Mister whatever he wants
Dal green pass al rapporto con i partiti. Perché il futuro di Draghi dipenderà da ciò che vorrà fare lui
La decisione da parte del Consiglio dei ministri di estendere l’obbligo del green pass a tutti i lavoratori pubblici e privati (sia lodato il cielo) proietta il governo Draghi verso una nuova stagione sintetizzata da un’espressione destinata a prendere il posto del famoso whatever it takes: whatever he wants. Nel giro di sei mesi, Draghi è passato dalla fase insindacabile del fare tutto ciò che era necessario per salvare l’Italia dalle conseguenze della pandemia (vaccini, ristori, tamponi, recovery) a una fase più ambiziosa all’interno della quale anche le scelte sindacabili del presidente del Consiglio si trasformano in scelte non sindacabili.

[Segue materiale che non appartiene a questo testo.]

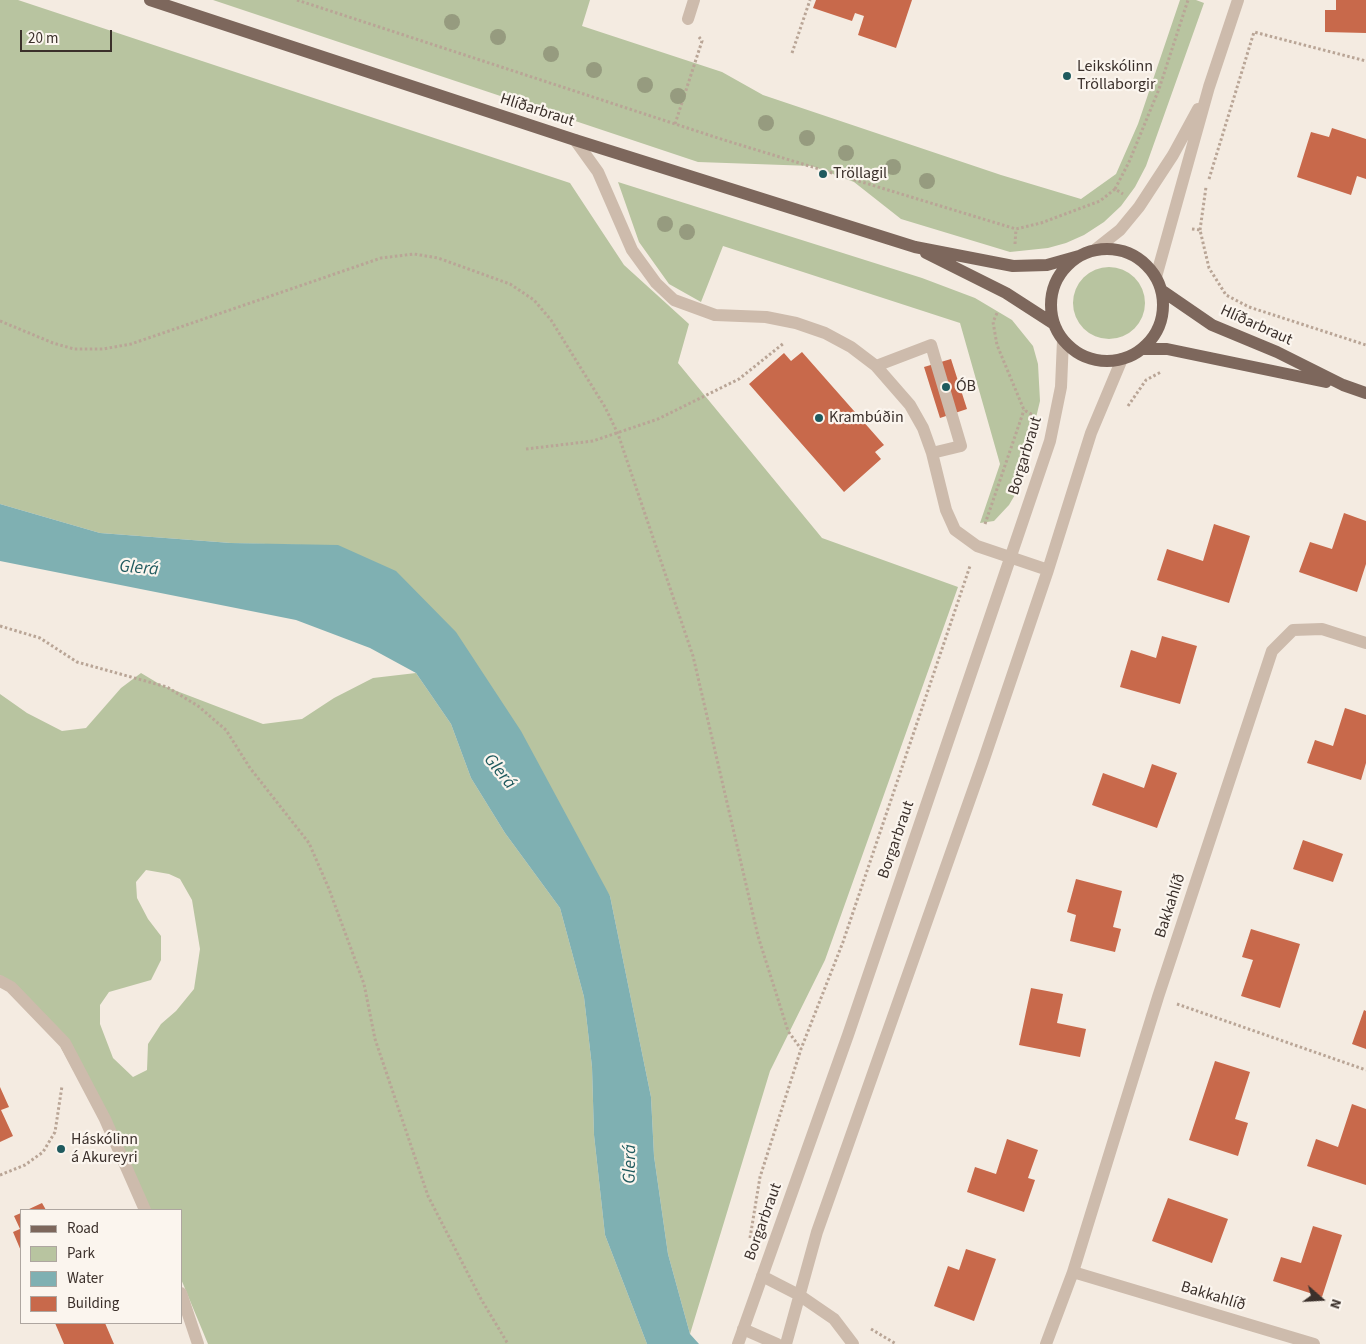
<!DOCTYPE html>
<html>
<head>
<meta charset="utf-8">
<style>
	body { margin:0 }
	#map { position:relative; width:1366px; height:1344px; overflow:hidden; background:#f4ebe1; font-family:"Source Sans 3",sans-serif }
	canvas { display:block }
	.legend { position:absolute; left:20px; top:1209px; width:162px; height:115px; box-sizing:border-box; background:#fbf5ee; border:1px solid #aea6a0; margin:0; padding:6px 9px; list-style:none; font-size:15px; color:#3b302b }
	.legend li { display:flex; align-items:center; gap:10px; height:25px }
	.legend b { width:25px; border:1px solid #aea6a0 }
	.north { position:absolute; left:1296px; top:1274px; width:50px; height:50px; -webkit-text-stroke:4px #fbf5ee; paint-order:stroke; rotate:109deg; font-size:14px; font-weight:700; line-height:20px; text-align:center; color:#3b302b }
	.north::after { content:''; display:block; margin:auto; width:18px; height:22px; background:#3b302b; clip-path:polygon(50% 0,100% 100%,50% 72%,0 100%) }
	.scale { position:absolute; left:20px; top:30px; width:92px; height:22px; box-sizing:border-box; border:2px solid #3b302b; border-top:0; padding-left:6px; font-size:15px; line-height:18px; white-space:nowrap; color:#3b302b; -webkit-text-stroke:4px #fbf5ee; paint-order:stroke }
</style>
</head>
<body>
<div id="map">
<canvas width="1366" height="1344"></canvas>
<ul class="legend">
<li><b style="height:6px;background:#7d675c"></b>Road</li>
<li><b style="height:14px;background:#b8c4a0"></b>Park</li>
<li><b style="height:14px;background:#7fb0b2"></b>Water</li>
<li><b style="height:14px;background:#c8694b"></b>Building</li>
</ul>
<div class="north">N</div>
<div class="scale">20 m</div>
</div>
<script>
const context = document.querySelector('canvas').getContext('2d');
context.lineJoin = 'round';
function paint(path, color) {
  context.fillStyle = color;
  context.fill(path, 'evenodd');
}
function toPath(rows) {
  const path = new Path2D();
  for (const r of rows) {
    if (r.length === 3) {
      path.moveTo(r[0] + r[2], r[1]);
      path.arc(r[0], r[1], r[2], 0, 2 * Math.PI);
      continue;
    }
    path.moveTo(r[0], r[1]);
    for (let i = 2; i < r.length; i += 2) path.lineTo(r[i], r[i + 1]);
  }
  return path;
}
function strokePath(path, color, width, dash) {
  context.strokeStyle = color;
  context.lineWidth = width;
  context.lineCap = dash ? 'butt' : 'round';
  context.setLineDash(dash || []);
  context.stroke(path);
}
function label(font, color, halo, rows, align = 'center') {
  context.font = font + ' "Source Sans 3",sans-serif';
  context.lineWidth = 4.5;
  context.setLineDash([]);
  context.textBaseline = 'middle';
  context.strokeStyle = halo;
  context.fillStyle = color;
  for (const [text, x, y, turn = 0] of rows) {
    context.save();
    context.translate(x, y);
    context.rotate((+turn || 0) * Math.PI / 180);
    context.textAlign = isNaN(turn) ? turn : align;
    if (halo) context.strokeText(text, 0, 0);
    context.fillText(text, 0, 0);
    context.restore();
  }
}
paint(toPath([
	[0,0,18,0,570,183,624,265,689,324,678,363,822,538,958,587,825,960,770,1071,690,1334,668,1254,654,1156,651,1097,610,896,338,546,231,543,100,533,0,504],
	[213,0,590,0,582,26,722,72,763,95,1001,175,1081,199,1116,174,1138,124,1180,0,1196,0,1204,3,1146,166,1135,187,1121,206,1104,222,1084,235,1066,243,1048,248,1010,252,901,219,854,182,812,166,698,162],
	[618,182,922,278,975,298,1012,320,1033,346,1038,364,1040,401,1022,476,1016,493,1009,505,994,521,980,523,1000,464,960,323,723,246,701,302,669,284,639,242],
	[1109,303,36],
	[141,673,161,685,263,724,302,719,334,698,373,678,416,673,451,724,471,778,505,833,560,908,584,997,592,1067,594,1135,605,1235,647,1344,208,1344,181,1279,181,1210,150,1210,42,1013,0,975,0,694,27,713,62,731,86,728,121,688],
	[146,870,169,874,180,879,192,900,200,949,194,989,176,1011,161,1024,148,1044,147,1070,133,1077,113,1058,100,1024,100,1005,109,992,151,980,161,960,161,936,148,919,137,898,136,882]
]), '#b8c4a0');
paint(toPath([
	[0,504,100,533,231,543,338,545,396,571,456,632,521,731,610,896,651,1097,654,1156,668,1254,690,1334,699,1344,647,1344,605,1235,594,1135,592,1067,584,997,560,908,505,833,471,778,451,724,416,673,370,648,296,620,0,561]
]), '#7fb0b2');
paint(toPath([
	[816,0,912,0,896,48,858,35,864,16,855,13,852,21,813,8],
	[1336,0,1366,0,1366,33,1325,32,1325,10,1336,10],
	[1332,128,1366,139,1366,179,1357,176,1351,195,1297,177,1311,132,1329,137],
	[802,352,884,445,875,452,881,459,844,492,749,384,784,353,791,361],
	[951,359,967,409,940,418,924,367],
	[1344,513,1366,521,1366,564,1357,592,1299,572,1310,542,1332,549],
	[1214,524,1250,536,1229,603,1157,580,1167,549,1203,561],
	[1162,636,1197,646,1180,704,1120,687,1131,650,1156,658],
	[1345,708,1366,715,1366,763,1361,780,1307,763,1315,740,1333,746],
	[1152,764,1177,773,1157,828,1092,805,1103,773,1144,788],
	[1303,840,1343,854,1333,882,1293,869],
	[1076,879,1122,891,1113,927,1121,929,1115,952,1070,941,1076,915,1067,912],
	[1251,929,1300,944,1280,1008,1241,996,1253,960,1242,957],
	[1031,988,1063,994,1057,1023,1086,1029,1080,1057,1019,1045],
	[1364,1010,1366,1011,1366,1049,1352,1044],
	[1215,1061,1250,1072,1235,1119,1248,1123,1238,1156,1189,1140],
	[0,1087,9,1107,1,1110,13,1136,0,1142],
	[1352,1104,1366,1109,1366,1185,1307,1166,1316,1139,1338,1147],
	[1007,1139,1038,1150,1028,1178,1035,1180,1024,1212,967,1192,975,1167,996,1174],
	[1168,1198,1228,1219,1212,1263,1152,1241],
	[42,1203,46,1210,27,1210],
	[21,1213,21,1251,13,1232,20,1229,14,1216],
	[1313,1226,1342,1235,1322,1297,1273,1281,1281,1257,1301,1263],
	[966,1249,996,1259,974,1321,934,1306,948,1266,959,1270],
	[55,1323,105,1323,114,1344,64,1344]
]), '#c8694b');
strokePath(toPath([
	[297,0,724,140,1016,229,1041,223,1100,201,1115,189,1123,194],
	[792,53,810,0],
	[675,124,702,41,699,37],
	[1209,179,1254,32,1366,61],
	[1115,189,1129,162,1159,89,1188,0],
	[1192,229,1200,230,1209,268,1226,295,1249,307,1366,345],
	[1200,230,1206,187],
	[1015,244,1016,229],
	[997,313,993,322,997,345,1024,410,1033,415],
	[0,321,53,343,74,349,103,349,131,344,381,258,414,254,438,258,510,284,534,300,551,320,605,407,618,434,693,656,758,936,788,1031,801,1049],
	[1128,406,1146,380,1161,372],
	[526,449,593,441,658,419,739,379,784,343],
	[985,524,1024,410],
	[0,626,40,638,77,662,167,687,198,706,226,730,250,768,309,843,329,889,364,984,375,1039,428,1196,481,1299,508,1344],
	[1177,1004,1366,1070],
	[0,1175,25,1165,43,1152,55,1132,62,1086],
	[750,1238,760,1177,801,1049,843,942,970,566],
	[871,1329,896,1344]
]), '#b9a596', 3, [2.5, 2.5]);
strokePath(toPath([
	[688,19,694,0],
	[575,140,598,172,632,250,656,283,674,300,715,315,766,317,796,323,825,333,851,347,876,366,910,405,923,428,932,453,946,510,955,530,977,546,1048,570],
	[1096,249,1120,230,1139,207,1173,155,1198,109],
	[1156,277,1209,87,1238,0],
	[876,366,931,345,961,446,932,453],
	[0,981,11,987,65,1043,105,1119,145,1210],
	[1073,1272,1314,1344],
	[762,1276,799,1295,834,1319,853,1344],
	[181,1293,198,1344],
	[743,1329,777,1344],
	[738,1344,848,1035,1050,441,1061,387,1063,340],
	[786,1344,817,1232,983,762,1048,570,1091,433,1122,359],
	[1046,1344,1073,1272,1158,997,1272,651,1293,630,1322,629,1366,643]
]), '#cdbbac', 12);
strokePath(toPath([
	[150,0,575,140,915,247,1013,266,1047,265,1079,256],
	[1107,305,56],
	[926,253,1006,293,1054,324],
	[1161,290,1212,325,1277,352,1343,385,1366,393],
	[1142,349,1167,349,1326,382]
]), '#7d675c', 12);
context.fillStyle = '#969b7f';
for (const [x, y] of [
	[452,22],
	[498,37],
	[551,54],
	[594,70],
	[645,85],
	[678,96],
	[766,123],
	[807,138],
	[846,153],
	[893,167],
	[927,181],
	[665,224],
	[687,232]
]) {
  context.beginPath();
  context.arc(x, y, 8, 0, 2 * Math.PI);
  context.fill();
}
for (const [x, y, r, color] of [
	[1067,76,5,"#1f5a5e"],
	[823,174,5,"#1f5a5e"],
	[946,387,5,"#1f5a5e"],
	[819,418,5,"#1f5a5e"],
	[61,1149,5,"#1f5a5e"]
]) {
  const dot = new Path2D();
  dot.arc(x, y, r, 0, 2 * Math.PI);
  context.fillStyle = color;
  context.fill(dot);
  strokePath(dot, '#fbf5ee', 2);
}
label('16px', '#3b302b', '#fbf5ee', [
	["Leikskólinn",1077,67],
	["Tröllaborgir",1077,85],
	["Tröllagil",833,174],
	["ÓB",956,387],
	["Krambúðin",829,418],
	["Háskólinn",71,1140],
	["á Akureyri",71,1158]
], 'left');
label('16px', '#3b302b', '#fbf5ee', [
	["Hlíðarbraut",537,111,18],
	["Hlíðarbraut",1256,326,24],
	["Borgarbraut",1026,456,-73],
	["Borgarbraut",897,840,-71],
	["Bakkahlíð",1171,906,-72],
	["Borgarbraut",764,1222,-70],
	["Bakkahlíð",1213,1297,17]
]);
label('italic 18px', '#1f5a5e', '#fbf5ee', [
	["Glerá",139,569,5],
	["Glerá",499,772,51],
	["Glerá",631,1164,-89]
]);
</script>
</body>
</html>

La decisione di ampliare in modo considerevole l’uso del green pass (a partire da metà ottobre) è l’ultimo di una serie di provvedimenti importanti che il governo ha scelto di adottare anche a costo di non avere l’unanimità della maggioranza. Il whatever he wants di Draghi – la capacità cioè del premier di esercitare i suoi pieni poteri, ops, con il benestare di quasi tutto il Parlamento – non nasce solo dalla capacità del premier di utilizzare la sua autorevolezza nei confronti dei leader dei vari partiti e dei vari sindacati (Salvini e Landini: che coppia!) ma nasce anche dalla miscela di alcuni elementi che meritano di essere passati in rassegna e che sono anche all’origine di una dinamicità della maggioranza dopo la pausa estiva (la legge sulla concorrenza è in dirittura d’arrivo, la delega fiscale si farà entro l’autunno, la riforma del catasto sembra finalmente possibile, sulla cessione di Mps il governo non ha fatto passi indietro e anche su Alitalia Draghi non sembra avere intenzione di farsi dettare l’agenda dai sindacati) sulla quale in pochi avrebbero scommesso vista la vicinanza con le amministrative e l’imminente cambio di guardia al Quirinale. Il primo elemento riguarda un metodo interessante che è quello della depoliticizzazione dei conflitti e una caratteristica dei primi mesi del governo Draghi è stata certamente quella di aver trasformato diverse scelte potenzialmente divisive in scelte di buonsenso: se non si fa come dico io non si fa un dispetto al governo ma si fa un dispetto al paese. La depoliticizzazione dei conflitti (secondo elemento) deriva a sua volta dal modo in cui Draghi ha utilizzato almeno finora la parola concertazione e in questo senso un’altra caratteristica da studiare è la trasformazione della concertazione non più in un semplice fine (decisione uguale mediazione) ma in un mezzo utile ad arrivare a una decisione chiara (si ascolta tutti ma poi si decide da soli).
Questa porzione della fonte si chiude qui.